[GOAL OF THE EXERCISE]
Please work out how many lines in the records below include the word "buttons", and reply with that number only.

+++++

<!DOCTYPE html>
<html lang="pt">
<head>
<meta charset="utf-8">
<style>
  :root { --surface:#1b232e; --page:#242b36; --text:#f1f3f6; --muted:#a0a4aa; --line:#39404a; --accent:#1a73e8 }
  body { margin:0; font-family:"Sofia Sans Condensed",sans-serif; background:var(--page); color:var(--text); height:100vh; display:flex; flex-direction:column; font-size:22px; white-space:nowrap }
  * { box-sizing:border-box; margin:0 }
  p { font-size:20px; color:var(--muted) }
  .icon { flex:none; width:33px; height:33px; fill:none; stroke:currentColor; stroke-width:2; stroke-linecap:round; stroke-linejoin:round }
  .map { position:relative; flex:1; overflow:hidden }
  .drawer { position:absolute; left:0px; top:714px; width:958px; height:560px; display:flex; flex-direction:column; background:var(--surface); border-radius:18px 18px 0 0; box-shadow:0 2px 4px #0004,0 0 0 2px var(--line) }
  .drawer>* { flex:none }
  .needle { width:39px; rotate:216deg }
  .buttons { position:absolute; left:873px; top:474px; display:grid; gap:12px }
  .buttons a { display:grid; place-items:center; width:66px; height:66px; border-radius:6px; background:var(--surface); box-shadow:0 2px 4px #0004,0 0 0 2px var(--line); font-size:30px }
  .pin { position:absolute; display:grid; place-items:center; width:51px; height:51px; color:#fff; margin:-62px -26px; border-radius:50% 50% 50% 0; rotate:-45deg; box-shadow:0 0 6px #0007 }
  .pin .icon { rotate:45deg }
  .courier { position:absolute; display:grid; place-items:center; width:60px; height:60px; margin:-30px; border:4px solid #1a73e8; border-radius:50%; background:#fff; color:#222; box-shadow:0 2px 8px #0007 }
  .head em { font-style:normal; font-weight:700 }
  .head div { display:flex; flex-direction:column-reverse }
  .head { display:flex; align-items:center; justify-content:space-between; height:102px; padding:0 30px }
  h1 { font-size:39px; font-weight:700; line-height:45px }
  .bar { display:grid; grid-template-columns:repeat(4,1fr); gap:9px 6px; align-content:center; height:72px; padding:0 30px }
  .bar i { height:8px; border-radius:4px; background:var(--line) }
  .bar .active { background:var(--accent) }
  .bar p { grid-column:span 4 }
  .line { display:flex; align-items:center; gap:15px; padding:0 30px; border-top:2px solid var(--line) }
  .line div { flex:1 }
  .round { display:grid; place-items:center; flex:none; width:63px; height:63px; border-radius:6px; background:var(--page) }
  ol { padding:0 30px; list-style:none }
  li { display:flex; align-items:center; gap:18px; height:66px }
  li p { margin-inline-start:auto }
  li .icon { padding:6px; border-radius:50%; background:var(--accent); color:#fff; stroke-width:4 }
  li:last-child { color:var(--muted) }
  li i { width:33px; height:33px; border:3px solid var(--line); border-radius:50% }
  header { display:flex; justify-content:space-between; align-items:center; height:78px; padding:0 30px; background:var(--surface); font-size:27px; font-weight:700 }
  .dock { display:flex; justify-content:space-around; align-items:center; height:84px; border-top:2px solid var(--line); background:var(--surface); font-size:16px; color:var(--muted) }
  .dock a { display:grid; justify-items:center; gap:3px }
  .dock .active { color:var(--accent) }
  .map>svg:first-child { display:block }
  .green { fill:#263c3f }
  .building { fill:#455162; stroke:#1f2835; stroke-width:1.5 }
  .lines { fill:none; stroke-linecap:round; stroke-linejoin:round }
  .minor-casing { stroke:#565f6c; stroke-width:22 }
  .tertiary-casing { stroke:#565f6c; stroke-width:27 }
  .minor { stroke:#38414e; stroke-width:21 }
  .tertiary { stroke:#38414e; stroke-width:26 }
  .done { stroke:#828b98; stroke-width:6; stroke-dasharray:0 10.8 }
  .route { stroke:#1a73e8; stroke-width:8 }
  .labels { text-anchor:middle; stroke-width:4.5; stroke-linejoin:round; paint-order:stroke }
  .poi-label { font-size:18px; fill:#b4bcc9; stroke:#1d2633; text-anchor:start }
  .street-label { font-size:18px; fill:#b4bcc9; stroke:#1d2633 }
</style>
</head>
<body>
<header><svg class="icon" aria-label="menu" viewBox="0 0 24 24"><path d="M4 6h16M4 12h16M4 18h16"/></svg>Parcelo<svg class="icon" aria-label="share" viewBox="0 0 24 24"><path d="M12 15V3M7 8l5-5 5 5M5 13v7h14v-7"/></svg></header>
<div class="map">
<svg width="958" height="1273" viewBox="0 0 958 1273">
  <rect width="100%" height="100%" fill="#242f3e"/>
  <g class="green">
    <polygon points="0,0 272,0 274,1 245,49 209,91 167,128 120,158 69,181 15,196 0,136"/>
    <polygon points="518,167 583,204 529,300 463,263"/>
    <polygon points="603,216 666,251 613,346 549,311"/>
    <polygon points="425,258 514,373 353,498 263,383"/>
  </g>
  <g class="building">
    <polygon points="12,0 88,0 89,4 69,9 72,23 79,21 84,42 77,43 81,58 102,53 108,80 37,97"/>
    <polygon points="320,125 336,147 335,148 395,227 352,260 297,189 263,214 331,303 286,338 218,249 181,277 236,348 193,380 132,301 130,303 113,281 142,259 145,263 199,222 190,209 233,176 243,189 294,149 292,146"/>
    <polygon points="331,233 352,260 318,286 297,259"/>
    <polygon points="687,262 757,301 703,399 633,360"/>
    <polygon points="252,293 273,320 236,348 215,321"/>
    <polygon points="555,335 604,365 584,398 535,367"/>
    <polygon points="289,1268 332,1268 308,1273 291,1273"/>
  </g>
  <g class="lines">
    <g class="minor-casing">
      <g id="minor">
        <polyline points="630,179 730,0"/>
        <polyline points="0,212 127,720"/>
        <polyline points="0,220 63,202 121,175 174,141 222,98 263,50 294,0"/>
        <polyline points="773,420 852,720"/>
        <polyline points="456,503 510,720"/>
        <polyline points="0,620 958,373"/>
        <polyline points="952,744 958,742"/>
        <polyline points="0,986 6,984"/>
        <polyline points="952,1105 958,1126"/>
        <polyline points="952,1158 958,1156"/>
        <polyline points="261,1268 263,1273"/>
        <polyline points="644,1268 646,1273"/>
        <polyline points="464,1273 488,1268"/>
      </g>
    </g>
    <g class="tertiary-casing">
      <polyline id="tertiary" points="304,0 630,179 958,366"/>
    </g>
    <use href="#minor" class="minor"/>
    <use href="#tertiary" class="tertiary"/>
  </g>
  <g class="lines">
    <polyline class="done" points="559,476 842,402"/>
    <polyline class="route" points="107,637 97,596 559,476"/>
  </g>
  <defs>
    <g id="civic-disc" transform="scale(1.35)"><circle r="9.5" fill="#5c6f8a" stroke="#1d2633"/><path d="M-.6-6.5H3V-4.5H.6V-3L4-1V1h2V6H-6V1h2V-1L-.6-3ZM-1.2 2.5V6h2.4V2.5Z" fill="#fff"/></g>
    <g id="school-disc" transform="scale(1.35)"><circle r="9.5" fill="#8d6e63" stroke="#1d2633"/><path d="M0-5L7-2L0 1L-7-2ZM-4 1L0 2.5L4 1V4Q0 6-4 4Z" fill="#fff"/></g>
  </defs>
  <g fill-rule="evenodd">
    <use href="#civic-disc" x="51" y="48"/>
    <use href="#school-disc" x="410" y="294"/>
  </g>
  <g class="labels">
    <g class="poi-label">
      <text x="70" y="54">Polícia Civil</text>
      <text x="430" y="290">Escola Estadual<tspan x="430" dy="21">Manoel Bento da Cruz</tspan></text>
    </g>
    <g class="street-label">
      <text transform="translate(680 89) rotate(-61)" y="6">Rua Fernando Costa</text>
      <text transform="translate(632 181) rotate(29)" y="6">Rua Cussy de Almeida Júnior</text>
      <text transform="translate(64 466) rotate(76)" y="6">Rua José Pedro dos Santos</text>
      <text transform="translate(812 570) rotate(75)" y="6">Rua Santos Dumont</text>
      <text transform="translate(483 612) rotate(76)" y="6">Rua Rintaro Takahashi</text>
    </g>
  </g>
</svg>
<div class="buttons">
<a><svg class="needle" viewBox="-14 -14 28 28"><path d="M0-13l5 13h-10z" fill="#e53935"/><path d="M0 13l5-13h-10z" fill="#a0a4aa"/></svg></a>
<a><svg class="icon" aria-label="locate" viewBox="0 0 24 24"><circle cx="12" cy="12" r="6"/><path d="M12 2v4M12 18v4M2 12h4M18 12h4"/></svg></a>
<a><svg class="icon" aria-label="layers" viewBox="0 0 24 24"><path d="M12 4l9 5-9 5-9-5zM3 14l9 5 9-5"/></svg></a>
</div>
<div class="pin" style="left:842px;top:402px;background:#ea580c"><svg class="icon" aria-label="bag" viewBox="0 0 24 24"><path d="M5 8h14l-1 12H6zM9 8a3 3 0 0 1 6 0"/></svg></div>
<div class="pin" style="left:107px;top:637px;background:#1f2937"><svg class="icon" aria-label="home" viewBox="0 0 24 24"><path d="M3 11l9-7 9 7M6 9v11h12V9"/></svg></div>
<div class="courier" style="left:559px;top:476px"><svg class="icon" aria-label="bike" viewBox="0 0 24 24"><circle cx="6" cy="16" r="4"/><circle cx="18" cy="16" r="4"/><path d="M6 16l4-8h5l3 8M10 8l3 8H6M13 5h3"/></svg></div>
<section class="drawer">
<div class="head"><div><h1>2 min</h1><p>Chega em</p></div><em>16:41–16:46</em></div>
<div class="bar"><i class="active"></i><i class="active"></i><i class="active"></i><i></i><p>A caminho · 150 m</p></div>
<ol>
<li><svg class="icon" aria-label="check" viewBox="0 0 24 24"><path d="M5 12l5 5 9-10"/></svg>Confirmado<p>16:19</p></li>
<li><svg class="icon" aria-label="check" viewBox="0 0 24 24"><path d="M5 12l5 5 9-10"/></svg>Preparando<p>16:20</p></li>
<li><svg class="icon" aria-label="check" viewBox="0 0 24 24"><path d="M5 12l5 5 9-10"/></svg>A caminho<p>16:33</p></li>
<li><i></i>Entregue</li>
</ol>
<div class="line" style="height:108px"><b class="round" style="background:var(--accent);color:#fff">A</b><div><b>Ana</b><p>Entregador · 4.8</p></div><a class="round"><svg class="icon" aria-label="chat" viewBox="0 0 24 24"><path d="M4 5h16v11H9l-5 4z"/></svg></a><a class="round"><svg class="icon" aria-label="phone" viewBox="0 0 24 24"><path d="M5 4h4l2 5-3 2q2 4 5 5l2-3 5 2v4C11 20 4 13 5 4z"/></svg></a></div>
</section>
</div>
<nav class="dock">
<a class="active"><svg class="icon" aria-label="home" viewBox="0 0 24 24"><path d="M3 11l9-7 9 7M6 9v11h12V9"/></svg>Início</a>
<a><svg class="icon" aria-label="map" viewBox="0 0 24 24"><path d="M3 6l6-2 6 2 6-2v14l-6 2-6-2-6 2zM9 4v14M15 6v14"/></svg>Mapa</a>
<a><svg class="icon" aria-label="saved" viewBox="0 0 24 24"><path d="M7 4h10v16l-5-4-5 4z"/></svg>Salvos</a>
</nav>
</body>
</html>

+++++

[RESPONSE AREA]
3